- [TASK STATEMENT] Line tally for "around": state how many lines of the entries include it, with no other text.

- [EXCERPTED DATA]
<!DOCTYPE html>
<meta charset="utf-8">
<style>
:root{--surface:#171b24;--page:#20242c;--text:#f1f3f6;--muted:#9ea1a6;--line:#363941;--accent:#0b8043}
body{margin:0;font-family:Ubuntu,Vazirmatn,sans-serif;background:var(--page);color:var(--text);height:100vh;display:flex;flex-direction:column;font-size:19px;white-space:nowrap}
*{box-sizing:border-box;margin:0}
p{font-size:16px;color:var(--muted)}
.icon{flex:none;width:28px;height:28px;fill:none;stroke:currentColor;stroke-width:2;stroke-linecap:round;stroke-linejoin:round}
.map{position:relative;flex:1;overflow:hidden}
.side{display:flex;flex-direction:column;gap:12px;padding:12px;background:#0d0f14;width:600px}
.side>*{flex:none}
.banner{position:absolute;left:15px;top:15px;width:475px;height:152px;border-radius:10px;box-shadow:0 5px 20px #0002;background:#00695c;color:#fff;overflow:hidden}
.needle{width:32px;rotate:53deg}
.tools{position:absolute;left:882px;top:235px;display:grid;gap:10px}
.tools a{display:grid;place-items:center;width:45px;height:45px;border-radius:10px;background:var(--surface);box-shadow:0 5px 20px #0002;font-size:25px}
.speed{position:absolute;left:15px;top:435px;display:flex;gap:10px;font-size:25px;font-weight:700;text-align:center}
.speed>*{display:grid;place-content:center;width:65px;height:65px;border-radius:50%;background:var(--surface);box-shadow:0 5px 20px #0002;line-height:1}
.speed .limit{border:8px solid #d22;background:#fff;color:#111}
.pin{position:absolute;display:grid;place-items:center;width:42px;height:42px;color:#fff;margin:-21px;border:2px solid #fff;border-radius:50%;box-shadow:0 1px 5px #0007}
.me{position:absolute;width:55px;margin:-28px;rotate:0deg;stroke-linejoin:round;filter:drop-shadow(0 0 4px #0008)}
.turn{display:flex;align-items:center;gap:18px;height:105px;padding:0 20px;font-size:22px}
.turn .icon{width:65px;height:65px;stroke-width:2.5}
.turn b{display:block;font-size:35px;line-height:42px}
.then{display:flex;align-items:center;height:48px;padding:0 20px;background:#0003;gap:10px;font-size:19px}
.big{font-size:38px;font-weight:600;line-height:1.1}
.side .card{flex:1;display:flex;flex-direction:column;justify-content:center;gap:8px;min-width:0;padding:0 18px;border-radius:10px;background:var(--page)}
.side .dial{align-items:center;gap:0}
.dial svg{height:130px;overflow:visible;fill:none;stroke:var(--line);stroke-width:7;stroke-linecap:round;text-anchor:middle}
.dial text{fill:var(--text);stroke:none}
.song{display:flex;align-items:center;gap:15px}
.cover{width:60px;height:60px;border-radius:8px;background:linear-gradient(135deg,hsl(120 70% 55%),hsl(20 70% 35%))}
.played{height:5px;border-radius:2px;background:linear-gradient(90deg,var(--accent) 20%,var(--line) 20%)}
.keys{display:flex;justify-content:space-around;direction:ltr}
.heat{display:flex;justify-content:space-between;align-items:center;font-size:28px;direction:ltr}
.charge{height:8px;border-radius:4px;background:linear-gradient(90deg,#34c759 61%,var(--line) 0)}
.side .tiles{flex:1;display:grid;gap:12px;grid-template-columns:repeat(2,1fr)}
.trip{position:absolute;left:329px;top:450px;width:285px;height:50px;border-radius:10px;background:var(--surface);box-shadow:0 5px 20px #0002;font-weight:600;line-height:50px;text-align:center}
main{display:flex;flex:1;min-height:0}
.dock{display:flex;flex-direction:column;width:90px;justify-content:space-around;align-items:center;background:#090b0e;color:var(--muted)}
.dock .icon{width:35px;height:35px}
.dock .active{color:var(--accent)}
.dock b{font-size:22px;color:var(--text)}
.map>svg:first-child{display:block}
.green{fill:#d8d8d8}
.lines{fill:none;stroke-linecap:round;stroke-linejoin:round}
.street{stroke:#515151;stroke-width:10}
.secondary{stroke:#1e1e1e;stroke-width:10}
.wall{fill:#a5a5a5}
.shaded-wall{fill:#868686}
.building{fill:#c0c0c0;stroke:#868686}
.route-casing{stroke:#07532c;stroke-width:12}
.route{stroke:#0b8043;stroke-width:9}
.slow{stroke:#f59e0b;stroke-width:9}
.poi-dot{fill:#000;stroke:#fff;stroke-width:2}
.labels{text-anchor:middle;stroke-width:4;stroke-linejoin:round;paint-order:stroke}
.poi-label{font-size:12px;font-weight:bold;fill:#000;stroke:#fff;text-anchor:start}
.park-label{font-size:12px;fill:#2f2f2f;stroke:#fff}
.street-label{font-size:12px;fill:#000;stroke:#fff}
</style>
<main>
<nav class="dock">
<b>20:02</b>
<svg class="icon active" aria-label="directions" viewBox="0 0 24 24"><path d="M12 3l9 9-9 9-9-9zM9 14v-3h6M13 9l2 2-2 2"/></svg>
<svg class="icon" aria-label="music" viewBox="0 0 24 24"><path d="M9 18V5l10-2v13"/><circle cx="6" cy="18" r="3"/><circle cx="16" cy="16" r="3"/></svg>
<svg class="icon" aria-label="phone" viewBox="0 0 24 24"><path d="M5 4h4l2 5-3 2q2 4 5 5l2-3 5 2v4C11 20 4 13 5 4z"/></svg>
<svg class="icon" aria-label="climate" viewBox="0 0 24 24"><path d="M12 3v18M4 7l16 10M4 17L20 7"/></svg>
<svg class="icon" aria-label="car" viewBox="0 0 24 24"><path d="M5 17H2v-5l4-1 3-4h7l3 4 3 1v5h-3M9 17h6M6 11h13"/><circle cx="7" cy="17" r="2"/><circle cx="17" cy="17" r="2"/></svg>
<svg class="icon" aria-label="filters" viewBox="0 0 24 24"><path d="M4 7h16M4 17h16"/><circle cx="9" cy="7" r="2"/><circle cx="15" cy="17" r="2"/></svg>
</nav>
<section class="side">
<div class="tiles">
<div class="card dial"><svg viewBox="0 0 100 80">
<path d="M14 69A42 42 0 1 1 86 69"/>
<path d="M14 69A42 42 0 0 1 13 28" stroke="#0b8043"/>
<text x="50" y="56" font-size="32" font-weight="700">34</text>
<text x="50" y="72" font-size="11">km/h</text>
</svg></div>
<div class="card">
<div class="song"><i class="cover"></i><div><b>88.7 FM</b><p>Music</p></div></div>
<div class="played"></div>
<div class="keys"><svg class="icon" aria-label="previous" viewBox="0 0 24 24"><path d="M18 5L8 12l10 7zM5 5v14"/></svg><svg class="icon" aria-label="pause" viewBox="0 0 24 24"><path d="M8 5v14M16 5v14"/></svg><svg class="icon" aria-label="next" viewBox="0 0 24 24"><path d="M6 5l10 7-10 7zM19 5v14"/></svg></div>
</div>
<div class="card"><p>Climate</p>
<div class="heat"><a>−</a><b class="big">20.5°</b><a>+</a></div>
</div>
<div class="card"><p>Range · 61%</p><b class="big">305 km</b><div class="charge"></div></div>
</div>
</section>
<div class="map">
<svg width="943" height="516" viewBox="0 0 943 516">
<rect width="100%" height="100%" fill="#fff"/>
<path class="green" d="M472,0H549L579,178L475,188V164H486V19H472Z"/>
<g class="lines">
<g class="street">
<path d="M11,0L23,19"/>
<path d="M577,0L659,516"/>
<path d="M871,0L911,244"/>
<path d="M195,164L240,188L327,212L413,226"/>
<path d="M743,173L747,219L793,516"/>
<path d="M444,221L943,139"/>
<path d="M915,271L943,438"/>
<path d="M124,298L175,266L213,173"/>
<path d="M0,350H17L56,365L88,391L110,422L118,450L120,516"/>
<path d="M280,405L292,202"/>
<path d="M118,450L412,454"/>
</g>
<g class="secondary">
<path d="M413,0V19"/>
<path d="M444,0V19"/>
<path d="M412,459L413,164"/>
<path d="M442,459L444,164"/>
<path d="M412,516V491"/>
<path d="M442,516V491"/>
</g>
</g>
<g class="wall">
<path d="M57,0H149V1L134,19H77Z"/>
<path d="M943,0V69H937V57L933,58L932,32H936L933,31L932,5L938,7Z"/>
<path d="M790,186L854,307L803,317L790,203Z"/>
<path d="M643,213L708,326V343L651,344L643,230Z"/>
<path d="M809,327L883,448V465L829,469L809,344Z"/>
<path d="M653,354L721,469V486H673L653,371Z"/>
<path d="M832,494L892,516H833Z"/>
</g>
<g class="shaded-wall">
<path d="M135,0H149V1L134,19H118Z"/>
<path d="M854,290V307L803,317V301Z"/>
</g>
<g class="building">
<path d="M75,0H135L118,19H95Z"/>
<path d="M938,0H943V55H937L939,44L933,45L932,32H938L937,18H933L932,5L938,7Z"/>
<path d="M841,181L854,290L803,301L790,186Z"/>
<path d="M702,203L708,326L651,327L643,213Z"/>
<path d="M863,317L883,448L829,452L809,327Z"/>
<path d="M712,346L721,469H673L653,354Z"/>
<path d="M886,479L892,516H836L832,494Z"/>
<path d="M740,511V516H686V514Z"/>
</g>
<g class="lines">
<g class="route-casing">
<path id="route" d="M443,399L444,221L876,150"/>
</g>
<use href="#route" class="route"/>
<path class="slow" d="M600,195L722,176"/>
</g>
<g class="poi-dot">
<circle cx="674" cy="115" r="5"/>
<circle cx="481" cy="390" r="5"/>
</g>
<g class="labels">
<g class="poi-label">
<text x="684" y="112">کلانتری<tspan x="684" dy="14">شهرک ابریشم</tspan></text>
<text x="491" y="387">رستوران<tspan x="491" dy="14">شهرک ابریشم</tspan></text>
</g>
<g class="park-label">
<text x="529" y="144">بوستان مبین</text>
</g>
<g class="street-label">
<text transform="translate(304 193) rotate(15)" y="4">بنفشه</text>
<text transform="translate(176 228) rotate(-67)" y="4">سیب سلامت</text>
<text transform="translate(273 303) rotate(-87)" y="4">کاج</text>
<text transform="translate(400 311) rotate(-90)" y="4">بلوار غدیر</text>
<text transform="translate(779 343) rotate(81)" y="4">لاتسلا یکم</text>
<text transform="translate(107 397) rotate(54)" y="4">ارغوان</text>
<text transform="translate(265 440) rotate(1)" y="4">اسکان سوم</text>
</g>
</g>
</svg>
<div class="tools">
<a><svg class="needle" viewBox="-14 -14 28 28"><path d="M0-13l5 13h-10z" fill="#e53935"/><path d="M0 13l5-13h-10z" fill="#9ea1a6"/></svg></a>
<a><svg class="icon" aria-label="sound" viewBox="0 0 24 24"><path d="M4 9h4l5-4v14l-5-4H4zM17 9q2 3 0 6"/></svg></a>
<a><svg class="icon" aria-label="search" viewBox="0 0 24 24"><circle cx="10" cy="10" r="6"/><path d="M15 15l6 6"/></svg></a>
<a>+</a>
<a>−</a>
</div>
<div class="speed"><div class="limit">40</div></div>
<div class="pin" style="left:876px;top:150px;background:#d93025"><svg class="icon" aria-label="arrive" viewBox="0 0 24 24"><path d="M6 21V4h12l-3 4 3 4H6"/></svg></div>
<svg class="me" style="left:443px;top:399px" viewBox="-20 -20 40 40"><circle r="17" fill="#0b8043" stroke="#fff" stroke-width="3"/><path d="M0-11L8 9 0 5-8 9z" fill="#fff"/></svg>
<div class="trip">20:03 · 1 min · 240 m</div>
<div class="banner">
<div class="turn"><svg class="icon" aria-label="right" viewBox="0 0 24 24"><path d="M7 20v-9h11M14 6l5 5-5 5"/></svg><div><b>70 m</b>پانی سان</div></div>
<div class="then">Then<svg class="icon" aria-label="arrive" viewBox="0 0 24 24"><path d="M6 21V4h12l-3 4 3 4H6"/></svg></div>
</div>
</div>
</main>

- [PROBLEM SOLUTION] 2